* YOUR ASSIGNMENT *
Copy out the entries below exactly as they stand, but only from the line containing "font-size:18px; fill:#233734; stroke:#f0f6f4" through the line containing "M763,531l70,25 21,14c-3,5 -5,12".
##### DATA PROVIDED #####
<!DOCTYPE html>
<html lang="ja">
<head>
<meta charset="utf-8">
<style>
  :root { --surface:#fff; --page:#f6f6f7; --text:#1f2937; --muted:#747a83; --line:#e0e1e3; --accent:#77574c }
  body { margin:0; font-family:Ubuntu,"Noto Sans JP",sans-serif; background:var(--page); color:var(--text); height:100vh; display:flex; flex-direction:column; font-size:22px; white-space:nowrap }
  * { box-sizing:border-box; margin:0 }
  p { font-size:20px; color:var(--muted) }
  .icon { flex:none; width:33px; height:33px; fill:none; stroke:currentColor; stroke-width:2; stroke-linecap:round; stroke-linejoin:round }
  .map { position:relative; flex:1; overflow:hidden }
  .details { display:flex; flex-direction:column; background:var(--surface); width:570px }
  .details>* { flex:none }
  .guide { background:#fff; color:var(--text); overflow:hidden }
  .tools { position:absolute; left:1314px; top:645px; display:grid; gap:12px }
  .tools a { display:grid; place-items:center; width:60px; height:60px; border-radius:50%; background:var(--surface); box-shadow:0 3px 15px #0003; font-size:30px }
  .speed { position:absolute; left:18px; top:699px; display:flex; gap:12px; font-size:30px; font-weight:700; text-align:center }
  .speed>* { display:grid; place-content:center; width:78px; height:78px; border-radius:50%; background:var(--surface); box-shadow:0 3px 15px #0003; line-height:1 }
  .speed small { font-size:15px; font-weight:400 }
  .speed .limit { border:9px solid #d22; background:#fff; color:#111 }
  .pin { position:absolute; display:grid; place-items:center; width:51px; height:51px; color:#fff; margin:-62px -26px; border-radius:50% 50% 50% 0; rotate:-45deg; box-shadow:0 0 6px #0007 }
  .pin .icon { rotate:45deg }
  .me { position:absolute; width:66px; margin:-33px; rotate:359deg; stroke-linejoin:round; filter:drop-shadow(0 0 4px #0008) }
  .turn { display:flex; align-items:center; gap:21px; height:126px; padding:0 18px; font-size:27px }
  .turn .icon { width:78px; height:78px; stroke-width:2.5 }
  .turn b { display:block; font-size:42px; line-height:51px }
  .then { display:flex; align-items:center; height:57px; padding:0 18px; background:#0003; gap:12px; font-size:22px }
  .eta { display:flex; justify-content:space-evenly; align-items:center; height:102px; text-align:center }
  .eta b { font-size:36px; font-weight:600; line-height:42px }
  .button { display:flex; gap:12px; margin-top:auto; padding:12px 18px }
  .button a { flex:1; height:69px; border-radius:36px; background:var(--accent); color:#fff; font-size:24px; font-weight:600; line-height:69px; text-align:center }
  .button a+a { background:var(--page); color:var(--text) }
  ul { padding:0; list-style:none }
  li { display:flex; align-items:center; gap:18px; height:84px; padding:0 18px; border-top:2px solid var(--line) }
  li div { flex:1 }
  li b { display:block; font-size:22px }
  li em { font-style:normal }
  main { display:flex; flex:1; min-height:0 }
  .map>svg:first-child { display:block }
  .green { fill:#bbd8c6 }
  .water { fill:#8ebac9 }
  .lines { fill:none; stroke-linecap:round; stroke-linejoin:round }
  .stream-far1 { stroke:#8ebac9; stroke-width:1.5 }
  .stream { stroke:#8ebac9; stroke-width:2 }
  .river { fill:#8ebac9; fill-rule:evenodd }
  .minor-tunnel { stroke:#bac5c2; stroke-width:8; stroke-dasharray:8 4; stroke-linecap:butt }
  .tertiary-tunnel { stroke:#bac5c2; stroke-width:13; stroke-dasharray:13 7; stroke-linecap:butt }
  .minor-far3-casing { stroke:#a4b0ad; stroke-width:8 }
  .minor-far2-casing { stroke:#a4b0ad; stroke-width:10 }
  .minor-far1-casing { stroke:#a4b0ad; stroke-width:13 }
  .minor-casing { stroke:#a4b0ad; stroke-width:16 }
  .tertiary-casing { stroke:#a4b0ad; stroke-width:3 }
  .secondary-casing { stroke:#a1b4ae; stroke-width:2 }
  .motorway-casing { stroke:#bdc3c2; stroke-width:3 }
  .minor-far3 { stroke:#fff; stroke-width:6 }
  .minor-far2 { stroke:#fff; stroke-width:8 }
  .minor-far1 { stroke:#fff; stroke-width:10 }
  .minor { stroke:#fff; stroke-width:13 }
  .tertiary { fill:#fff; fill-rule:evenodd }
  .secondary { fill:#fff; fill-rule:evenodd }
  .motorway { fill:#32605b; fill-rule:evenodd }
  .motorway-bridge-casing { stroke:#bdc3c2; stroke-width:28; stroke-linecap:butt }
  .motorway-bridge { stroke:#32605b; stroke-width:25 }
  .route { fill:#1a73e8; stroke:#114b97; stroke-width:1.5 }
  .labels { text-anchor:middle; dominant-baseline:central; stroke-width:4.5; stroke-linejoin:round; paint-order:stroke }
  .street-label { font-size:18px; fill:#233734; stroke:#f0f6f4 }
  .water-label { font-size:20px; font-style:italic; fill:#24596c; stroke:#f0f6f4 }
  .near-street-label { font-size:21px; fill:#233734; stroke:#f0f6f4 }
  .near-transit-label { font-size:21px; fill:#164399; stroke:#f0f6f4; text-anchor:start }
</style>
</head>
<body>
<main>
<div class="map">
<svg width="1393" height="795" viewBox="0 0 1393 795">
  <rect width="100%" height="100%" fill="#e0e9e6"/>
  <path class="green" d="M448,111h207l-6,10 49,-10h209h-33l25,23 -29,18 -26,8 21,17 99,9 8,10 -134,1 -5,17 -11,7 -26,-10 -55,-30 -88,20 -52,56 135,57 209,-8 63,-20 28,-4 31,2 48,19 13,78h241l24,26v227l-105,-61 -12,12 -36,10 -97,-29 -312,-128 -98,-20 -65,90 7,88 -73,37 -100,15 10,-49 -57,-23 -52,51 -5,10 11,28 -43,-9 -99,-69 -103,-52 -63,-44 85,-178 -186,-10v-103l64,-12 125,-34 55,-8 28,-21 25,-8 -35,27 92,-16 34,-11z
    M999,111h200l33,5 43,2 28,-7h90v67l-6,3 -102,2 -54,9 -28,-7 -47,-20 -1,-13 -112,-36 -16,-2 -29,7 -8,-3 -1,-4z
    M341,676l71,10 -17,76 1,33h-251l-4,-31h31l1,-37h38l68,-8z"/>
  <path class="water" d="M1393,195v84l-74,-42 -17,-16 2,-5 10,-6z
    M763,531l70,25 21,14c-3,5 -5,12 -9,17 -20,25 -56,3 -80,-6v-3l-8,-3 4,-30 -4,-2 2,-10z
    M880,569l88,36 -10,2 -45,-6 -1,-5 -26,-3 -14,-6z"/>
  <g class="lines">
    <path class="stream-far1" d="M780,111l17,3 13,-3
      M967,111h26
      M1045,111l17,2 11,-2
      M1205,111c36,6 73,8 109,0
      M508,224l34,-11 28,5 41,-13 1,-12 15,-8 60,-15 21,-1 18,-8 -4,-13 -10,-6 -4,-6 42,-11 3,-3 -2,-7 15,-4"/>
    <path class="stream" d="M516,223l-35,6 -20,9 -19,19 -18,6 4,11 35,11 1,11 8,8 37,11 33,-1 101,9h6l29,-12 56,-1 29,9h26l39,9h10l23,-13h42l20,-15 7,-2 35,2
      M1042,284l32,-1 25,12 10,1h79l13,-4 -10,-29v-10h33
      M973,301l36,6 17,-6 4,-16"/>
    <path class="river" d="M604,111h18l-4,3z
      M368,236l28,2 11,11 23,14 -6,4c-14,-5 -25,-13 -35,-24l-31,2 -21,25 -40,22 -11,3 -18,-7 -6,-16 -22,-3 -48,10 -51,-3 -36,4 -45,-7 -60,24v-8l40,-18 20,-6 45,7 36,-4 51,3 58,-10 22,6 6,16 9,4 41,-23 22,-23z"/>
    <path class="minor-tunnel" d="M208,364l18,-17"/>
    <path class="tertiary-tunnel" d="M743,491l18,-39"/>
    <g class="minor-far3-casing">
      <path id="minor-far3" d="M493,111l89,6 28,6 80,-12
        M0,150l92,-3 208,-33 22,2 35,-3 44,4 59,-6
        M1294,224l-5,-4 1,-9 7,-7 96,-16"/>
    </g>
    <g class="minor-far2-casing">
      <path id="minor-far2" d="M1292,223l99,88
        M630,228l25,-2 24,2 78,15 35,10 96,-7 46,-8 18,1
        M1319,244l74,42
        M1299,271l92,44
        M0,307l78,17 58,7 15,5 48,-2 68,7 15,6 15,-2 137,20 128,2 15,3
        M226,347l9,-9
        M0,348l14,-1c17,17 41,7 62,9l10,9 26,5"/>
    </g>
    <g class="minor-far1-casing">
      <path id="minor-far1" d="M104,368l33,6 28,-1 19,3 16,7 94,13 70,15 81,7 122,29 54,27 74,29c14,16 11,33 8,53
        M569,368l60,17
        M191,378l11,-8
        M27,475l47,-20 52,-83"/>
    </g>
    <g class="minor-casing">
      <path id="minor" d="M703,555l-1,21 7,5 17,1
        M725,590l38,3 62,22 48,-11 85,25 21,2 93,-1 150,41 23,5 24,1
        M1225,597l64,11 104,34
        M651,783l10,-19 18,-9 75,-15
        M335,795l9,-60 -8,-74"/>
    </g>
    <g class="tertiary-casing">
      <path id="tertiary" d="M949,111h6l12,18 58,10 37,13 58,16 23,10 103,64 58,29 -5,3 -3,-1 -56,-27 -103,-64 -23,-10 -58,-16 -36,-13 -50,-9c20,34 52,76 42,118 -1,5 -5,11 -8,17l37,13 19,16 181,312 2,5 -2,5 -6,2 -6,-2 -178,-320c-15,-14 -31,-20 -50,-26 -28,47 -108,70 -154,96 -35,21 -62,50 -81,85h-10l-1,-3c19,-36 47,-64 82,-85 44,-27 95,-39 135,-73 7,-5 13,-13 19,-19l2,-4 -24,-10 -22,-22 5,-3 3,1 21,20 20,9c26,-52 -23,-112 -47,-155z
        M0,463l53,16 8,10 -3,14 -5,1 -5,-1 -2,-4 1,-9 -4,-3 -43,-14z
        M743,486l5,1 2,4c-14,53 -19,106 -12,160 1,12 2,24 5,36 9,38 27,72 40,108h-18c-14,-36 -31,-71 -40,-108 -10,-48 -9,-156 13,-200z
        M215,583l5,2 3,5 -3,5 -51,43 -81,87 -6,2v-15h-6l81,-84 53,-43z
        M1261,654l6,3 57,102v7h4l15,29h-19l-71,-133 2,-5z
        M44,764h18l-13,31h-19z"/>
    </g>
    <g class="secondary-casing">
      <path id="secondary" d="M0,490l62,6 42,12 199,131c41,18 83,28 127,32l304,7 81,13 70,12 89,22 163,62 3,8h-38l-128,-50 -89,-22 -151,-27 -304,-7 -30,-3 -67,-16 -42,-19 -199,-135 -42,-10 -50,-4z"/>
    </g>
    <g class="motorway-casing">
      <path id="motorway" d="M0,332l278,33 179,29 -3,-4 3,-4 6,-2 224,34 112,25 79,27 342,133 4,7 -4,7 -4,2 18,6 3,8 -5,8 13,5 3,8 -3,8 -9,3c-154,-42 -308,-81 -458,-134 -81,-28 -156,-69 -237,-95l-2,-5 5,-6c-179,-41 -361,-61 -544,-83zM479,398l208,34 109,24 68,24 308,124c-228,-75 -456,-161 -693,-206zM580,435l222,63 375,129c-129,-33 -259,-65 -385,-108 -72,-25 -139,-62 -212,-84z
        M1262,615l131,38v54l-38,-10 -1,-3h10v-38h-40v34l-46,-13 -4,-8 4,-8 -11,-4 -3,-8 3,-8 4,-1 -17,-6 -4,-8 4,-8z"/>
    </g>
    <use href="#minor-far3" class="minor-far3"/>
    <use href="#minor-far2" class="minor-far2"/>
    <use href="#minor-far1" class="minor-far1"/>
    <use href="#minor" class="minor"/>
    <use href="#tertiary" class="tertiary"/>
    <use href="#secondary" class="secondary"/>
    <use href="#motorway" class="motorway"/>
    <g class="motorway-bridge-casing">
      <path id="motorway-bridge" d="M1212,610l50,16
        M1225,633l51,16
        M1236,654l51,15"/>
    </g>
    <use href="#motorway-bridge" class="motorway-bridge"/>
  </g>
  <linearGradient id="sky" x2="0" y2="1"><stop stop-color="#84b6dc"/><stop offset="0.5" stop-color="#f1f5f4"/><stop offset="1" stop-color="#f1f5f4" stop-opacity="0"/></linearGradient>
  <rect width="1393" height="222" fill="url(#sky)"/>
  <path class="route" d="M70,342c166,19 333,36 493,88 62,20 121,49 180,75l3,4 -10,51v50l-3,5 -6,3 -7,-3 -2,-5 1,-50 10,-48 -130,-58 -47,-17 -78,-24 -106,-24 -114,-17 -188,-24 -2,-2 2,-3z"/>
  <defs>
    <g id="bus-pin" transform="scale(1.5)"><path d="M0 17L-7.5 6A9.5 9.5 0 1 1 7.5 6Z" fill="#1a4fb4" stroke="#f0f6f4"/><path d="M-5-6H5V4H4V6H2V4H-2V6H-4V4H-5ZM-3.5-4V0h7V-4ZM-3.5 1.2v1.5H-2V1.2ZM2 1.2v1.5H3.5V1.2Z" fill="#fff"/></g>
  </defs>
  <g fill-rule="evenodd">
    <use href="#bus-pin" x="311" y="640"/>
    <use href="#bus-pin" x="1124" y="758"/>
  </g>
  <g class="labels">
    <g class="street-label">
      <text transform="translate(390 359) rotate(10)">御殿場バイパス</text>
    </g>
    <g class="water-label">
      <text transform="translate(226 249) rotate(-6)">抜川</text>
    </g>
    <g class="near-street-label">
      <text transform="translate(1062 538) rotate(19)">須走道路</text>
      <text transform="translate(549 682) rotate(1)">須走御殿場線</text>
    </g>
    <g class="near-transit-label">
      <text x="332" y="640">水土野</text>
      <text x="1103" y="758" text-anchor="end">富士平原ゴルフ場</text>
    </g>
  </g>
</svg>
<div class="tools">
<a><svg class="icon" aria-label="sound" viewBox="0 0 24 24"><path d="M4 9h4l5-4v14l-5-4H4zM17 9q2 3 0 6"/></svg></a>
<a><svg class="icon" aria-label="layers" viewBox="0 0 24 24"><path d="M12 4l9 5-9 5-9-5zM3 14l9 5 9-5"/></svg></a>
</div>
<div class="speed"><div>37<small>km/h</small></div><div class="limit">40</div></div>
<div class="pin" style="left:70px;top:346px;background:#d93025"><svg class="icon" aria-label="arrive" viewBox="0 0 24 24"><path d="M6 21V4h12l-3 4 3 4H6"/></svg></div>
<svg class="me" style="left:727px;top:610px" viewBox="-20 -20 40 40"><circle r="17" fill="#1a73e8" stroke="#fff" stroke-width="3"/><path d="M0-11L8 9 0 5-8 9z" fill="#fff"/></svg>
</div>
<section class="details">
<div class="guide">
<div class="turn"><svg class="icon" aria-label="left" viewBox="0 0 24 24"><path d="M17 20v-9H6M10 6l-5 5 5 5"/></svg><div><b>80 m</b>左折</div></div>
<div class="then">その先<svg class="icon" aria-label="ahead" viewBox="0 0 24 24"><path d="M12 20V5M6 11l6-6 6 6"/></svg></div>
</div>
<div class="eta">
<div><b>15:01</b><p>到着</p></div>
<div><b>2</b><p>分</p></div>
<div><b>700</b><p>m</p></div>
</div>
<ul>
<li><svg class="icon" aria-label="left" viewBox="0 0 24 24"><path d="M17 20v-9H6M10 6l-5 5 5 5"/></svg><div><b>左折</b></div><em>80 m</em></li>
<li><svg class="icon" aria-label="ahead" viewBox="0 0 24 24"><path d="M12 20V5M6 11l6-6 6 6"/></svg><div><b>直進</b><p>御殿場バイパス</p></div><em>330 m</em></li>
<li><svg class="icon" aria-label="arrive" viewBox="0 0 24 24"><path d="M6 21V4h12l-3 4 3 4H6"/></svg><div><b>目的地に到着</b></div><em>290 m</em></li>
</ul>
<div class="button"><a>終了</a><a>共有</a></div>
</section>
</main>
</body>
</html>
#####
* WRITTEN ANSWER *
  .street-label { font-size:18px; fill:#233734; stroke:#f0f6f4 }
  .water-label { font-size:20px; font-style:italic; fill:#24596c; stroke:#f0f6f4 }
  .near-street-label { font-size:21px; fill:#233734; stroke:#f0f6f4 }
  .near-transit-label { font-size:21px; fill:#164399; stroke:#f0f6f4; text-anchor:start }
</style>
</head>
<body>
<main>
<div class="map">
<svg width="1393" height="795" viewBox="0 0 1393 795">
  <rect width="100%" height="100%" fill="#e0e9e6"/>
  <path class="green" d="M448,111h207l-6,10 49,-10h209h-33l25,23 -29,18 -26,8 21,17 99,9 8,10 -134,1 -5,17 -11,7 -26,-10 -55,-30 -88,20 -52,56 135,57 209,-8 63,-20 28,-4 31,2 48,19 13,78h241l24,26v227l-105,-61 -12,12 -36,10 -97,-29 -312,-128 -98,-20 -65,90 7,88 -73,37 -100,15 10,-49 -57,-23 -52,51 -5,10 11,28 -43,-9 -99,-69 -103,-52 -63,-44 85,-178 -186,-10v-103l64,-12 125,-34 55,-8 28,-21 25,-8 -35,27 92,-16 34,-11z
    M999,111h200l33,5 43,2 28,-7h90v67l-6,3 -102,2 -54,9 -28,-7 -47,-20 -1,-13 -112,-36 -16,-2 -29,7 -8,-3 -1,-4z
    M341,676l71,10 -17,76 1,33h-251l-4,-31h31l1,-37h38l68,-8z"/>
  <path class="water" d="M1393,195v84l-74,-42 -17,-16 2,-5 10,-6z
    M763,531l70,25 21,14c-3,5 -5,12 -9,17 -20,25 -56,3 -80,-6v-3l-8,-3 4,-30 -4,-2 2,-10z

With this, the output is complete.